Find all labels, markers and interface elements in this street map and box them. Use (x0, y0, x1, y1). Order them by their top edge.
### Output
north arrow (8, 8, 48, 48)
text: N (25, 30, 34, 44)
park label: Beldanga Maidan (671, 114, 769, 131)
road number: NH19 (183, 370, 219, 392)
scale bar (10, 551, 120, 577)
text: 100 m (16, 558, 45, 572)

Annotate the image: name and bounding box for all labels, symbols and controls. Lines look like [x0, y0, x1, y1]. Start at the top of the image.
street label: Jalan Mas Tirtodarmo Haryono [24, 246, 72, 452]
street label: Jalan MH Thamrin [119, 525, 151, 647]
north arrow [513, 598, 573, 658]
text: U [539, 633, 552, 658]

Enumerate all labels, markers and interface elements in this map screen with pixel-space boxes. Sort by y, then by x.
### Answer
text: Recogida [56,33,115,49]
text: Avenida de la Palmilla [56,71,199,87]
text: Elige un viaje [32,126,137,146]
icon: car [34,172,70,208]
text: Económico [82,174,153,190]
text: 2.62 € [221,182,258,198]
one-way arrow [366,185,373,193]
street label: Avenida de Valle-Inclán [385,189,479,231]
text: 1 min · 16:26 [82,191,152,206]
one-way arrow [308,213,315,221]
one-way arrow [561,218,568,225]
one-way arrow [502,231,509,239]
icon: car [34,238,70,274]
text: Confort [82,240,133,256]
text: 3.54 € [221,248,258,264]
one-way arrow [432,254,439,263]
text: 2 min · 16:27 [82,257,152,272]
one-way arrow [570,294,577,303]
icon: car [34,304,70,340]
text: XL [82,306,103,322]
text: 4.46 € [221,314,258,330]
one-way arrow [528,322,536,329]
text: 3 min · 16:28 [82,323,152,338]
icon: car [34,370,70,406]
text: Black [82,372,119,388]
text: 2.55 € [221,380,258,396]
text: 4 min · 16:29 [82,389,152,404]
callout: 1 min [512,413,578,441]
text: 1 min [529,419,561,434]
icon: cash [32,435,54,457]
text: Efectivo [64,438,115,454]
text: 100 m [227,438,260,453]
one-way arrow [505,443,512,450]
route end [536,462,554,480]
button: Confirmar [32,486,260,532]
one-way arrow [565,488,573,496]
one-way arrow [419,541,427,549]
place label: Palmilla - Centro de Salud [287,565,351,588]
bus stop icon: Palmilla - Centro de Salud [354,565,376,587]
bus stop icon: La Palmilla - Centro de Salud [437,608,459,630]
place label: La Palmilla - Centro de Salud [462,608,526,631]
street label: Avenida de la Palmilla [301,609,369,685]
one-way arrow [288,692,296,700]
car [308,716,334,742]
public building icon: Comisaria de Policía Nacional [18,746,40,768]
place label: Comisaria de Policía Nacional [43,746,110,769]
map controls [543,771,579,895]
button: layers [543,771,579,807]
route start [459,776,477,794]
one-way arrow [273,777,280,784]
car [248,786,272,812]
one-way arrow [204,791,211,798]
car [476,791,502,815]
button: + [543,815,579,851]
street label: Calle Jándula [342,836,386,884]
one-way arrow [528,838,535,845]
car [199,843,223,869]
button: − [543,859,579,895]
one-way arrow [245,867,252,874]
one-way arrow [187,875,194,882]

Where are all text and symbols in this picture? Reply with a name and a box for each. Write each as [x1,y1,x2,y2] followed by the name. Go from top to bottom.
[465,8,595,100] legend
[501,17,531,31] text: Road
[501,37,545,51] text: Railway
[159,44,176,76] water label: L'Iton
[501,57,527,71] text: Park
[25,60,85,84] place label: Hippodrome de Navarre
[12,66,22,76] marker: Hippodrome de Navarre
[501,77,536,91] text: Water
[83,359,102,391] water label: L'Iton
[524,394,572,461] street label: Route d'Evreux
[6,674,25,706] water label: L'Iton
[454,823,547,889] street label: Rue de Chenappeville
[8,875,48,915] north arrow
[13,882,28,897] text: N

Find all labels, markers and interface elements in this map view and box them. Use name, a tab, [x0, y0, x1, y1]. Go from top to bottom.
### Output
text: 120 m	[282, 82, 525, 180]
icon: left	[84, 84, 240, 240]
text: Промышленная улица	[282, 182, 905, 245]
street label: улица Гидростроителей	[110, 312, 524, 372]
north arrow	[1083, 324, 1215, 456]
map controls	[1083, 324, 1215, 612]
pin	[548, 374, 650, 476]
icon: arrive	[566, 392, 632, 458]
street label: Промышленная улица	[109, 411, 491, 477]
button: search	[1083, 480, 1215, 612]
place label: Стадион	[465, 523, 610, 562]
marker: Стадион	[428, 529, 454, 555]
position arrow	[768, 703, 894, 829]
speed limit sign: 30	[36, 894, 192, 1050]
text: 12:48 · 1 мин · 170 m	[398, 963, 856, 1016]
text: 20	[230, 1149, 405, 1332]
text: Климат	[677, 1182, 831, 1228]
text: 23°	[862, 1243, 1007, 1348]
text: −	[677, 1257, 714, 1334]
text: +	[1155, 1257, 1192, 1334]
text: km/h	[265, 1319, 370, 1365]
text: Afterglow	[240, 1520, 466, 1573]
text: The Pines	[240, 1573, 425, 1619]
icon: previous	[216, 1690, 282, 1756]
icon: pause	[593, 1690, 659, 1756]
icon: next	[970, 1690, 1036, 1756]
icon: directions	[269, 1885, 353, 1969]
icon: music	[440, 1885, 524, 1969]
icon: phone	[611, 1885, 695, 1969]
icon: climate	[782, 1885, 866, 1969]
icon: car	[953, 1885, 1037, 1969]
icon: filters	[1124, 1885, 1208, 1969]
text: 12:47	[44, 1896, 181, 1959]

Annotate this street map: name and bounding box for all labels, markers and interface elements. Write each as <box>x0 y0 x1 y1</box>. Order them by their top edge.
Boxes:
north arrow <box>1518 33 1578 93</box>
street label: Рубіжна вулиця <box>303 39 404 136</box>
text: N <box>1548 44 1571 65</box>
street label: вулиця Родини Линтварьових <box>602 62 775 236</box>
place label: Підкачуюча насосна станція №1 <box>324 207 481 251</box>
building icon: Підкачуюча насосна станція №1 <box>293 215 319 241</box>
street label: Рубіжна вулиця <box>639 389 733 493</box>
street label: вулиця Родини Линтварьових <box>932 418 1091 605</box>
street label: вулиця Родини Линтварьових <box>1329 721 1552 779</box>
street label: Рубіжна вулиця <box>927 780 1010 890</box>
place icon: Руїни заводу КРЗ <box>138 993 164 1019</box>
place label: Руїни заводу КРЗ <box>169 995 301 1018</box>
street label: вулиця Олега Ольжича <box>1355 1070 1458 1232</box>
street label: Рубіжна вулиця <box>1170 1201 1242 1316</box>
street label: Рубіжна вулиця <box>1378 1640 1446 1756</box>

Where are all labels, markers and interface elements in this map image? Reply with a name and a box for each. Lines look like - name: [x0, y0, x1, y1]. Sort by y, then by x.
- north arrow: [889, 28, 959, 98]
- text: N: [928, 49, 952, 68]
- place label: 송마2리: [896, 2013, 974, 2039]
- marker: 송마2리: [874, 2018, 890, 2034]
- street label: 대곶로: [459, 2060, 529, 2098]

######

# Task to carry out
Find and copy each line above holding "edge".

# Response to the exercise
Find all labels, markers and interface elements in this street map and box them. Use (x0, y0, x1, y1). Order them by their top edge.
Annotate this street map: name and bounding box for all labels, markers and interface elements. Write each as <box>x0 y0 x1 y1</box>. Order them by their top edge.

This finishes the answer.